I think Nicholas and Alexandra's general unfitness to be Tsar and Tsarina hastened the fall of the House of Romanov, but I think it was coming anyway and had been for a long time. I'm not sure any autocract on the throne during WWI in Russia could have survived.
To me the saddest thing about N and A is how thoroughly the deck was stacked against them from day one--from Alexander III failing to properly educate or prepare his son, Nicholas's own weak willed personality, his domineering uncles (who often-though not always-gave poor advice), Alexandra's shyness, dominating personality, inflexibility, her own mother-in-law publicly working against her, her complete lack of preparation to go from a small modest court to the lavish, immodest Russsian one.....True, neither one ever "rose to the occassion"....but the whole situation is just incredibly sad to me. I just don't think either one of them really knew what they were doing.

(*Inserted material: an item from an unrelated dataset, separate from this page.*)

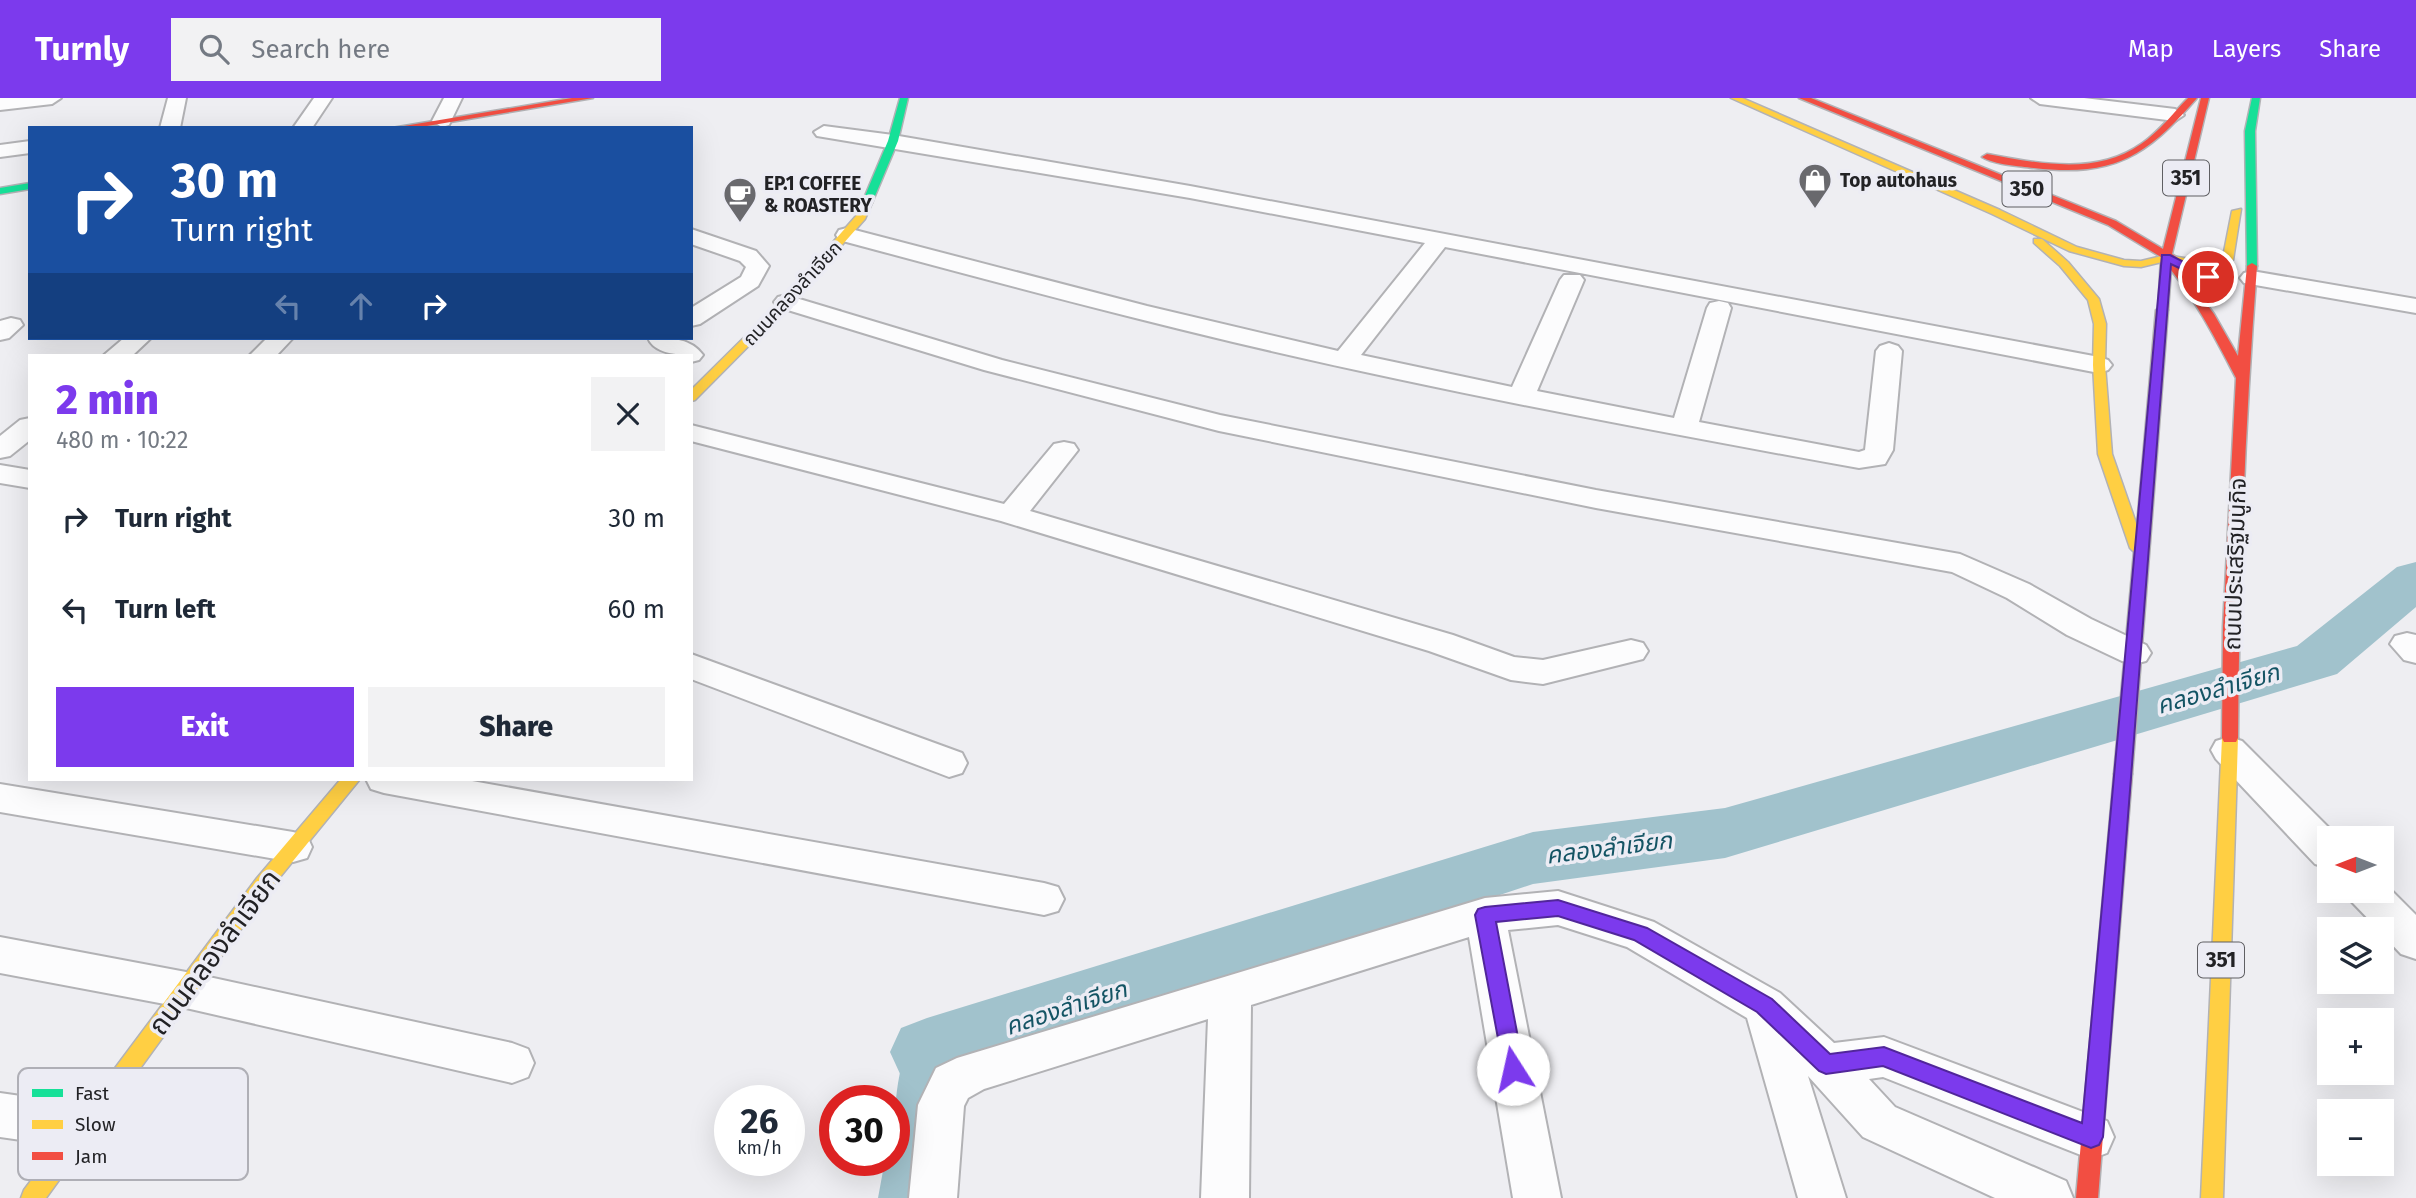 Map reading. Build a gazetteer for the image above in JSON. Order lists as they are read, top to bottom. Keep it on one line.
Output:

I'm not an expert, but I tend to think the last real chance to save the institution was when Alexander II was Tsar and was instituting his reforms, including a constitution. Had he not been assassinated and lived long enough to get his reforms firmly in place.....maybe things would have been different. Even then, that may have been "too little, too late." Beyond that, if Nicholas II had been serious about giving the people more of a voice after the 1905 Revolution....perhaps. But, he wasn't. He thought he was supposed to be an autocrat.